Sarah puked. Sage came up and gently stroked circles on her back, holding Sarah’s hair for her as she bent over the garbage bin. But that just made it all the worse until Sarah was crying too, tears welling up and spilling down her face and she couldn’t tell if she just wanted Sage to stop touching her, or to hold her even tighter. As children Sage and Sarah had never touched. They didn’t discuss why not or even think on it consciously; it was just the way things were with imaginary friends. They couldn’t touch that of the solid, real world, especially not people. But Sage was touching her now.
Sage handed her a bundle of thin paper napkins she pulled from the backpack resting on the bench. Sarah took them and began wiping off her tongue.
“What is happening?” she croaked. She could barely choke the words past her dry, cottony tongue. “How is this possible?”
“Why don’t you sit down,” Sage suggested, “and we can talk about this?” Her blue eyes were full of pleading. Sarah wanted to. And yet she didn’t. She was frightened of this new impossibility but she couldn’t help the longing she felt, too, seeing Sage in front of her again.
They sat, but neither seemed to know where to start, how to begin sorting through the twenty years apart that lay, shadowed and murky, between them. Memories buffeted them like waves from all sides. The pressure in Sarah’s head would soon be unbearable. She couldn’t take her eyes off Sage. She was afraid to turn her head and turn back to find her gone, again.
Instead, she tried to look at Sage out of only the corner of her eye, like when they were younger and they were told you could see right through Illusion that way, and look right through what you thought you could see and into what was actually there. Sage’s image didn’t flicker, though, or reveal her as some strange beast. She was actually there. It was really her.

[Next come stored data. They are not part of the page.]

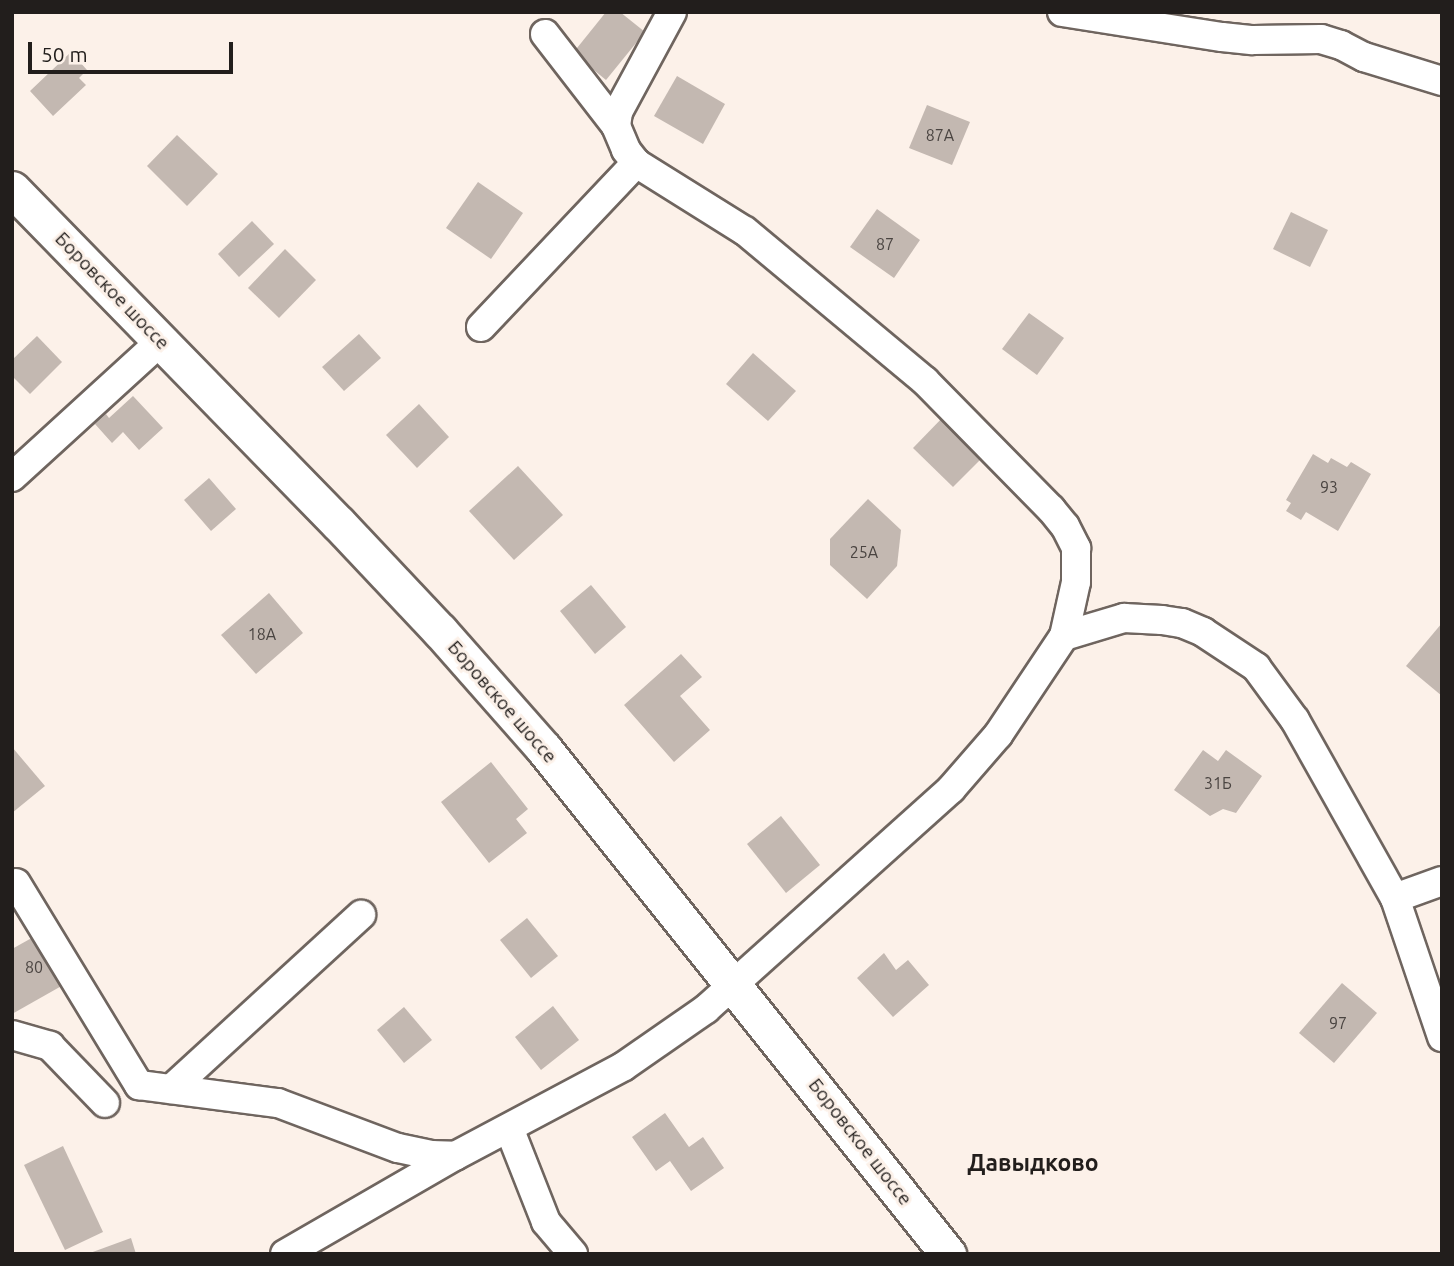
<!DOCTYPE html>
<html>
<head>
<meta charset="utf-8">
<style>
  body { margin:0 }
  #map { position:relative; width:1454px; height:1266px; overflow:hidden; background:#fcf1e9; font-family:Ubuntu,sans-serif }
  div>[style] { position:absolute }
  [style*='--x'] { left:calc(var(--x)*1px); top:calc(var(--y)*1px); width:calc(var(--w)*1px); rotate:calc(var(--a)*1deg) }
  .building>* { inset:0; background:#c3b8b1 }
  .roads { filter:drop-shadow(2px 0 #6f655f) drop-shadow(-2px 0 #6f655f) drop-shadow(0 2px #6f655f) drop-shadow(0 -2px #6f655f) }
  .minor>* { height:28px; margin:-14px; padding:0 14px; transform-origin:14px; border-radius:14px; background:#fff }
  .major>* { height:35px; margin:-17.5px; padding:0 17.5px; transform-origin:17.5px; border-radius:17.5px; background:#fff }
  span { translate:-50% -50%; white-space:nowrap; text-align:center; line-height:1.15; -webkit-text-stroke:6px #fcf1e9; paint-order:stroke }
  .number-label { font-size:16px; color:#4a4441 }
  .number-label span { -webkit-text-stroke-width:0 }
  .street-label { font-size:19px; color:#221e1c }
  .quarter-label { font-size:23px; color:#221e1c; font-weight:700 }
  .frame { position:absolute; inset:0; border:14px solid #221e1c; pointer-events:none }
  .scale { position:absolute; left:28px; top:42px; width:205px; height:32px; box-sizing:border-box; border:4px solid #221e1c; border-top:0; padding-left:9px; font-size:21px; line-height:24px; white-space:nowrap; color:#221e1c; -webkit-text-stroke:5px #fcf1e9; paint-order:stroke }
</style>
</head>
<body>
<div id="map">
  <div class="building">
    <div style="clip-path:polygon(606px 12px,620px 12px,645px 32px,606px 80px,573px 53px)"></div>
    <div style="clip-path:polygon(71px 52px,87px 70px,79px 78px,86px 85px,53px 116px,30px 91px)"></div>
    <div style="clip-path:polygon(677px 76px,725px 104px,703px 144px,654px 116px)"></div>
    <div style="clip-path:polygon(927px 105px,970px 122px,952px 165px,909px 148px)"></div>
    <div style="clip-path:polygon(177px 135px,218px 174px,187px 206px,147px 166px)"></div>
    <div style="clip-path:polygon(478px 182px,523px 213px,491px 259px,446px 228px)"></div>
    <div style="clip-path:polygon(877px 209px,920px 240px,894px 278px,850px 247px)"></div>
    <div style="clip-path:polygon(1291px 212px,1328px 230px,1310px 267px,1273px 249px)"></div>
    <div style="clip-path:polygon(252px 221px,274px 244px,239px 277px,218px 254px)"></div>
    <div style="clip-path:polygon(285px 249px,316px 280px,279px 318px,248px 288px)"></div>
    <div style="clip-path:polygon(1029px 313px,1064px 338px,1037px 375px,1002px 349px)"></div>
    <div style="clip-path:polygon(359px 334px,381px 358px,344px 391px,322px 367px)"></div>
    <div style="clip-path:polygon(37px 336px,62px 362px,30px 394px,12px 376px,12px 360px)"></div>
    <div style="clip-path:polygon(753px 353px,796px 391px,768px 421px,726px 384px)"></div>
    <div style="clip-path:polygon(133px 396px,163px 428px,139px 450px,123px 432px,112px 443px,95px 424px,106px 414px,109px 418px)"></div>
    <div style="clip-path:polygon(419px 404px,449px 437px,417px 468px,386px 435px)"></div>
    <div style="clip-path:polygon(946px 414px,987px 453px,953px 487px,913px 448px)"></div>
    <div style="clip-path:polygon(1313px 454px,1328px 463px,1331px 458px,1347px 467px,1351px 462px,1371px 474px,1338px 531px,1306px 512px,1301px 520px,1286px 511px,1291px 503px,1286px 500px)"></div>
    <div style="clip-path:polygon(518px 466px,563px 515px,514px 560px,469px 511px)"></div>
    <div style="clip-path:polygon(209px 478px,236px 509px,211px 531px,184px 500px)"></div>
    <div style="clip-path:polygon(868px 499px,901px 530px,897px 566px,867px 599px,830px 565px,830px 539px)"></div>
    <div style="clip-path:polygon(591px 585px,626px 627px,595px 654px,560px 611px)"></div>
    <div style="clip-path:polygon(269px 593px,303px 633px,256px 674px,221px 635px)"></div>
    <div style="clip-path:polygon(1442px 623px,1442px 696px,1406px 666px)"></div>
    <div style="clip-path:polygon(681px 654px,702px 677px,680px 696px,710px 730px,674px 762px,624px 705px)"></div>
    <div style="clip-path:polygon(12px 747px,45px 786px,12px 813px)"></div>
    <div style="clip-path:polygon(1203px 750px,1218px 761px,1226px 750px,1262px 776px,1236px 813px,1223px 809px,1210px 816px,1174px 790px)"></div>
    <div style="clip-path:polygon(491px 762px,528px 809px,516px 819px,527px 833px,489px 863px,441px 802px)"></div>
    <div style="clip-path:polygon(781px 816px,820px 865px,786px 893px,747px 844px)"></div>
    <div style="clip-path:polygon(527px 918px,558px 956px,531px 978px,500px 940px)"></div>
    <div style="clip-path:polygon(37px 935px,65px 984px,12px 1014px,12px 949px)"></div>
    <div style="clip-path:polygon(884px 953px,896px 970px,908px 960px,929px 985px,893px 1017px,857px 978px)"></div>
    <div style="clip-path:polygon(1342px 983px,1377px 1013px,1334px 1063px,1299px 1033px)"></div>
    <div style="clip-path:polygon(553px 1006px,579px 1040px,541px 1070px,515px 1037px)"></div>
    <div style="clip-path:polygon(404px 1007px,432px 1040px,404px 1063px,377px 1030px)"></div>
    <div style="clip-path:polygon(665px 1113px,689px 1147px,703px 1137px,724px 1168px,691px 1191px,670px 1161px,656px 1171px,632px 1137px)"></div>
    <div style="clip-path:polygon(63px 1146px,103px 1232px,65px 1250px,24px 1165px)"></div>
    <div style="clip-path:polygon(131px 1238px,136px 1254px,90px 1254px,90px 1253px)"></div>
  </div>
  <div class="roads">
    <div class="minor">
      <div style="--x:672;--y:12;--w:114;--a:118.4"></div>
      <div style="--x:618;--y:112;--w:14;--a:98"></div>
      <div style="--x:616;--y:126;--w:26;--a:67"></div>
      <div style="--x:626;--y:150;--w:16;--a:52"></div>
      <div style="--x:636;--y:163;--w:128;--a:32"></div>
      <div style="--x:745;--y:231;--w:234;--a:39.8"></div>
      <div style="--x:925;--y:381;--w:180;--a:45.5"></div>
      <div style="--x:1051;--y:509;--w:22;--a:51"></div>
      <div style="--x:1065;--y:526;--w:25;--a:63"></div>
      <div style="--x:1076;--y:548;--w:34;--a:90"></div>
      <div style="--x:1076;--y:582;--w:55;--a:102.5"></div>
      <div style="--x:1062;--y:12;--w:162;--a:8.9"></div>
      <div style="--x:1222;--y:37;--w:31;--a:6"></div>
      <div style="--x:1253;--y:40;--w:68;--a:-0.8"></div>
      <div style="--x:1321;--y:39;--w:21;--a:17"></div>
      <div style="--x:1341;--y:45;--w:26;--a:28"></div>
      <div style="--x:1364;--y:57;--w:82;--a:17.1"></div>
      <div style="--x:545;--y:34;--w:116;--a:52.3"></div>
      <div style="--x:481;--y:327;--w:226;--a:-46.6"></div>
      <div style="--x:12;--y:477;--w:202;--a:-42.4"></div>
      <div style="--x:16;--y:883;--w:237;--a:58.7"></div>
      <div style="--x:139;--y:1085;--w:140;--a:7.4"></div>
      <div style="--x:278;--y:1103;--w:128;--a:20.6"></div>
      <div style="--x:398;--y:1148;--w:34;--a:12"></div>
      <div style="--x:431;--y:1155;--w:24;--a:2"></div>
      <div style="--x:455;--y:1156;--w:191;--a:-28"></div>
      <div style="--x:624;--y:1066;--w:100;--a:-34.8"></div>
      <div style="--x:706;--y:1009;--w:329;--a:-41.9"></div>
      <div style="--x:951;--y:789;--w:72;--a:-49"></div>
      <div style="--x:998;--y:735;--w:119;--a:-56.3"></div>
      <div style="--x:1064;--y:636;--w:63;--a:-16.7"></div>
      <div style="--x:1124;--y:618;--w:38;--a:3"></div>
      <div style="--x:1162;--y:620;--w:20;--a:9"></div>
      <div style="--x:1182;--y:623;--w:23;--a:23"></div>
      <div style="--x:1203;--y:632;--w:64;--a:33.4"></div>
      <div style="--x:1256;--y:667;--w:66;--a:53.7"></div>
      <div style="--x:1295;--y:720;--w:204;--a:60.7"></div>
      <div style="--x:1395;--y:898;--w:147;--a:71.3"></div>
      <div style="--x:1395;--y:898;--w:50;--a:-19.9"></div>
      <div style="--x:12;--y:1035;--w:40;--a:16"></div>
      <div style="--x:50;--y:1046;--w:79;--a:46"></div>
      <div style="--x:171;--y:1089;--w:258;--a:-42.5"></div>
      <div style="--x:509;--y:1128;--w:101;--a:68.5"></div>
      <div style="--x:546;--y:1222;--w:42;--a:49.8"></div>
      <div style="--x:285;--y:1254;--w:196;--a:-30"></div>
    </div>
    <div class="major">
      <div style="--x:12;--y:189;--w:468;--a:45.7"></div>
      <div style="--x:339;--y:524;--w:147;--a:46.7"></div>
      <div style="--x:440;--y:631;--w:157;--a:48.6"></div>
      <div style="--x:544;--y:749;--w:647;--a:51.34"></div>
    </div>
  </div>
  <div class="number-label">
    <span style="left:940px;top:135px">87А</span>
    <span style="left:885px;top:244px">87</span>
    <span style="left:1329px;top:487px">93</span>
    <span style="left:864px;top:552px">25А</span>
    <span style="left:262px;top:634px">18А</span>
    <span style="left:1218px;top:783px">31Б</span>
    <span style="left:34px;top:967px">80</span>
    <span style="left:1338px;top:1023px">97</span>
  </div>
  <div class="street-label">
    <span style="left:112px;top:291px;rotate:46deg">Боровское шоссе</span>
    <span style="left:502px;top:702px;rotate:49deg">Боровское шоссе</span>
    <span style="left:860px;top:1142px;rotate:52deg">Боровское шоссе</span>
  </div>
  <div class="quarter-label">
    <span style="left:1033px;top:1163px">Давыдково</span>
  </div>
  <div class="frame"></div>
  <div class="scale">50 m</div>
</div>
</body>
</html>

“But where did you go?” Sarah blurted. “I turned around and you were gone. And how is it that you’re back now?”
Sage sighed and looked down. Her forehead crinkled as she picked her words carefully, slowly. “I’m not sure,” she finally said. “I was there at your party one second, gone the next. And then it’s like I just woke up again, here, now. Somehow I knew if I waited here long enough you would come.” Sage reached out her hand as she spoke, moving to brush a curl back from Sarah’s face, but she stopped herself, arm falling limp into her lap. “I’m sorry I ever left you, Sarah. I really am. But I’m back, here, now. I don’t ever have to leave you again.” Her voice was just as Sarah remembered it: buttery, silky, smooth. “I love you, Sarah. I’m sorry I left.”

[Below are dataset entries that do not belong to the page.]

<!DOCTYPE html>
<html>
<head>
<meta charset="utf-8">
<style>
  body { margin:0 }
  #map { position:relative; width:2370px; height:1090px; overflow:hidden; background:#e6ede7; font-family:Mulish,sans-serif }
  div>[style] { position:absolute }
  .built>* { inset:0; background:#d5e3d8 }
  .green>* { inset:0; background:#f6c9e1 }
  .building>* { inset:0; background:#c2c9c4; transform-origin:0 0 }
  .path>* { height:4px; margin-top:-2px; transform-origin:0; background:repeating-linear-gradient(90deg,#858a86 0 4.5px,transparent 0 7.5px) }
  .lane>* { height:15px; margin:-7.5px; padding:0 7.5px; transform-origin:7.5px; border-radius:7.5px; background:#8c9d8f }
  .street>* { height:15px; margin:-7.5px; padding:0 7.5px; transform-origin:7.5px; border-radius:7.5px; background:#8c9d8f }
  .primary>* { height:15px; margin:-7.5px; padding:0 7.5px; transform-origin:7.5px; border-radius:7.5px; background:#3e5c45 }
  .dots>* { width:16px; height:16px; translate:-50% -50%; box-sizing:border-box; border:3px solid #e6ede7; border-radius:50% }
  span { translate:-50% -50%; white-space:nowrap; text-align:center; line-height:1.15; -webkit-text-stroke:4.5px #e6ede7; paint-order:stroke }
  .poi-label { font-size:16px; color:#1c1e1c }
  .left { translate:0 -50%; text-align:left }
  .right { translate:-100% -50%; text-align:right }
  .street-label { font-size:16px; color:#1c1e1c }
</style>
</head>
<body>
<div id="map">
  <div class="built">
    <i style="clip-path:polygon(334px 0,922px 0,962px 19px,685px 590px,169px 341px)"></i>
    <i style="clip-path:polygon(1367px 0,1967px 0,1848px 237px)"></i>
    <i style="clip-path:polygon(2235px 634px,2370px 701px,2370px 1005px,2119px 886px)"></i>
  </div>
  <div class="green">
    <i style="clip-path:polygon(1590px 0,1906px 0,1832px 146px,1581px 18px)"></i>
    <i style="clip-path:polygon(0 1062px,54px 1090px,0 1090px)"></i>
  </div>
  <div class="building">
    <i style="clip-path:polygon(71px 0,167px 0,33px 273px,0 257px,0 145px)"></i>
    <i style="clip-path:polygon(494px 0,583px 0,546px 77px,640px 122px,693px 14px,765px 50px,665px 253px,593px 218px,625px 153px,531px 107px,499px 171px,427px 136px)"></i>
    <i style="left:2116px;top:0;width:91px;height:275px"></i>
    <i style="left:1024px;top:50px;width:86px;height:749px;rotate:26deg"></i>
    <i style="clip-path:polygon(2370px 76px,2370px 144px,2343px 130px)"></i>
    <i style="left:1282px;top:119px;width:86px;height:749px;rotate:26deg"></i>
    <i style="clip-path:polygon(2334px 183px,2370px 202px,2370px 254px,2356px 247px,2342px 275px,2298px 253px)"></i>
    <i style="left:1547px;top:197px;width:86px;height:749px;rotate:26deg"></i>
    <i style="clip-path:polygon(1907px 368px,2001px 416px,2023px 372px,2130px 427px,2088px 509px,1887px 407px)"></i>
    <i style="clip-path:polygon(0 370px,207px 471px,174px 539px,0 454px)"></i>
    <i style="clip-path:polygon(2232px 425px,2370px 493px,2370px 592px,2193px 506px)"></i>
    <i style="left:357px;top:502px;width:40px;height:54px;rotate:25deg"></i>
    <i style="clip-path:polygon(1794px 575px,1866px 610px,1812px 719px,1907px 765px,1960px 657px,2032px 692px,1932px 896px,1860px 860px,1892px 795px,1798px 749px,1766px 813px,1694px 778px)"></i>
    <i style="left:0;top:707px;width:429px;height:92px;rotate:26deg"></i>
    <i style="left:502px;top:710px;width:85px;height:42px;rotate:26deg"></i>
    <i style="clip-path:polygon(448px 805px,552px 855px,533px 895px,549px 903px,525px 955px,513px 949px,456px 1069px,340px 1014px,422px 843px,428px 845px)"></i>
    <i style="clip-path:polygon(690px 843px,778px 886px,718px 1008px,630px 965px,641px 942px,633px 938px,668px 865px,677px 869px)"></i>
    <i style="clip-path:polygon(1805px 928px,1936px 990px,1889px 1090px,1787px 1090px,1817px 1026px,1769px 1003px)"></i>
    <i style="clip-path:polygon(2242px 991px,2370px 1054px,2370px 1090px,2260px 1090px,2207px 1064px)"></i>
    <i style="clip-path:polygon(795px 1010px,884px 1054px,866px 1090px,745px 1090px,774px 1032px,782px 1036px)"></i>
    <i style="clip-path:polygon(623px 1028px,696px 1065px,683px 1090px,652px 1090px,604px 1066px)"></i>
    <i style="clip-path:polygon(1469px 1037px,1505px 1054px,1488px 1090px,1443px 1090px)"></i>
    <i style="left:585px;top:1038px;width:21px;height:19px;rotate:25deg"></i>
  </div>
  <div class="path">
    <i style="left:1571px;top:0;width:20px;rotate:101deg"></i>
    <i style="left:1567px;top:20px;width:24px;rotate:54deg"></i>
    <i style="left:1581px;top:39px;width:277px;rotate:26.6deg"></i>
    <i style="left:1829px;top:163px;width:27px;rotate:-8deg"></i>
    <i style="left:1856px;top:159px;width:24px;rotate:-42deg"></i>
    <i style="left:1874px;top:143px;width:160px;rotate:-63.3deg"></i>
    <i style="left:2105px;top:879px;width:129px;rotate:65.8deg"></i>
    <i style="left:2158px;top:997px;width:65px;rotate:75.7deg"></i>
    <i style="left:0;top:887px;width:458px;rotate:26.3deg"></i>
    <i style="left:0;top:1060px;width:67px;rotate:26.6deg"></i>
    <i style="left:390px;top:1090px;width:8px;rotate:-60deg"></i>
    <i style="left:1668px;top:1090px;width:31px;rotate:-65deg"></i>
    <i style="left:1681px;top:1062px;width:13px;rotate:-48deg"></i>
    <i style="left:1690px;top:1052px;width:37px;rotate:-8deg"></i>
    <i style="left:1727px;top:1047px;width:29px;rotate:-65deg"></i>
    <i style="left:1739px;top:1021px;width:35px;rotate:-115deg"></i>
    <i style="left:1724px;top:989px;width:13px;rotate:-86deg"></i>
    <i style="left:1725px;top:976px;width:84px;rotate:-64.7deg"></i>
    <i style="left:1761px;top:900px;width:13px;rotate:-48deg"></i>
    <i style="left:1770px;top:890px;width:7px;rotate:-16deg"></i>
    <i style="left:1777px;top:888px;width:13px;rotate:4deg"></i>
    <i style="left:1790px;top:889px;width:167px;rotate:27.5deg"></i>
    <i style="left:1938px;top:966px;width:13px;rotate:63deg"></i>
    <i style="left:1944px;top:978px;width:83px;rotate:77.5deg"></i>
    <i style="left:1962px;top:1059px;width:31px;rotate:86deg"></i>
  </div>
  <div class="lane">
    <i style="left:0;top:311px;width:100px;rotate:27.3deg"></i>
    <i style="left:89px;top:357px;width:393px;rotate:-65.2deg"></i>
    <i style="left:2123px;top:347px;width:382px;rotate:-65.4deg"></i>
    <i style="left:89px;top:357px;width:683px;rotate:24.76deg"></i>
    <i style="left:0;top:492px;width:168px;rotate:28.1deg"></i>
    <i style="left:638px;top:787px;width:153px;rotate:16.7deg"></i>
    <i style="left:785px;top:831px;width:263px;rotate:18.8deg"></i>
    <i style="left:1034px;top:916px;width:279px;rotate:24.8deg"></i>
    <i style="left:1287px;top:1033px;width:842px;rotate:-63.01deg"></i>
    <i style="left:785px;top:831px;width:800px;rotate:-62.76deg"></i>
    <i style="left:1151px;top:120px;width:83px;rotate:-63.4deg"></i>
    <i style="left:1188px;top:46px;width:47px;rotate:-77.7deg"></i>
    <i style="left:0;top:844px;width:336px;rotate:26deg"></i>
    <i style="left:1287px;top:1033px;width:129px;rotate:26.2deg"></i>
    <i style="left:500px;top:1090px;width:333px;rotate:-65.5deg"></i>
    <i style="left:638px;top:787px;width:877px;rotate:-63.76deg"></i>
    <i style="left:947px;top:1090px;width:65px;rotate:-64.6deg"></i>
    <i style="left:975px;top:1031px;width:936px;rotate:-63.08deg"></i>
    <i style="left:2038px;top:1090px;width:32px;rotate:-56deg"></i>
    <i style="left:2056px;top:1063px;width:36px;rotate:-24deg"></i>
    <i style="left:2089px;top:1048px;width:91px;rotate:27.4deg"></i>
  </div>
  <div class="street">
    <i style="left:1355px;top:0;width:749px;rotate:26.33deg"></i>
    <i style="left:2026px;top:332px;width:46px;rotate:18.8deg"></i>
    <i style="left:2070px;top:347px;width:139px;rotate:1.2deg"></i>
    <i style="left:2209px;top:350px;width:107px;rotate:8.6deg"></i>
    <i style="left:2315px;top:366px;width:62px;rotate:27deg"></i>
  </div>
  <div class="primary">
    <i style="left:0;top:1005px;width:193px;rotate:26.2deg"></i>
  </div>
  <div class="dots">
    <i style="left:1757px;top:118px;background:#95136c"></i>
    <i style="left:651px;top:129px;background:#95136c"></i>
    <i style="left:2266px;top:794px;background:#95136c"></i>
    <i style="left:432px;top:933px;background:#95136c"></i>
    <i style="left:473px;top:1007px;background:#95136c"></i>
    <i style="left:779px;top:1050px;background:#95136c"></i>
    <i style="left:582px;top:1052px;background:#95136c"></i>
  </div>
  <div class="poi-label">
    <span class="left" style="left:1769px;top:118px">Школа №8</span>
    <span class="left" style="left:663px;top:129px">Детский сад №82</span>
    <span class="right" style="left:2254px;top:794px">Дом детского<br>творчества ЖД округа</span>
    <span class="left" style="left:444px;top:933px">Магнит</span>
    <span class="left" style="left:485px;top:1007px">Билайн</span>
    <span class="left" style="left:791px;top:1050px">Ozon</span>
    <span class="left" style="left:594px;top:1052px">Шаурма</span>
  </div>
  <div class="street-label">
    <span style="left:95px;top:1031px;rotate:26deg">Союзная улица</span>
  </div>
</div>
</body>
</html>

Sage’s calm words wrapped around her, as did her arms. “You’re so cold,” Sage whispered as she clutched Sarah’s trembling form. “Let me warm you.” She took Sarah’s chin in her hand and gently tilted her head back, placing her warm, soft mouth over Sarah’s. The kiss was a passion rekindled after almost smothered by the dust of time. But now there was nothing between them, nothing separating them. Whatever had been keeping them from one another was gone, dead. The infinite possibilities of the moment shattered, the links broke, and there was only one possibility, one fate, one moment.
The obituary in the paper was short; young woman, 29, died on her way to work Thursday morning. Cause of death was an untreated brain tumor present since early childhood. Her mother passed away three years prior from similar condition. She had no other relatives to succeed her. Sage Johnson died on her birthday.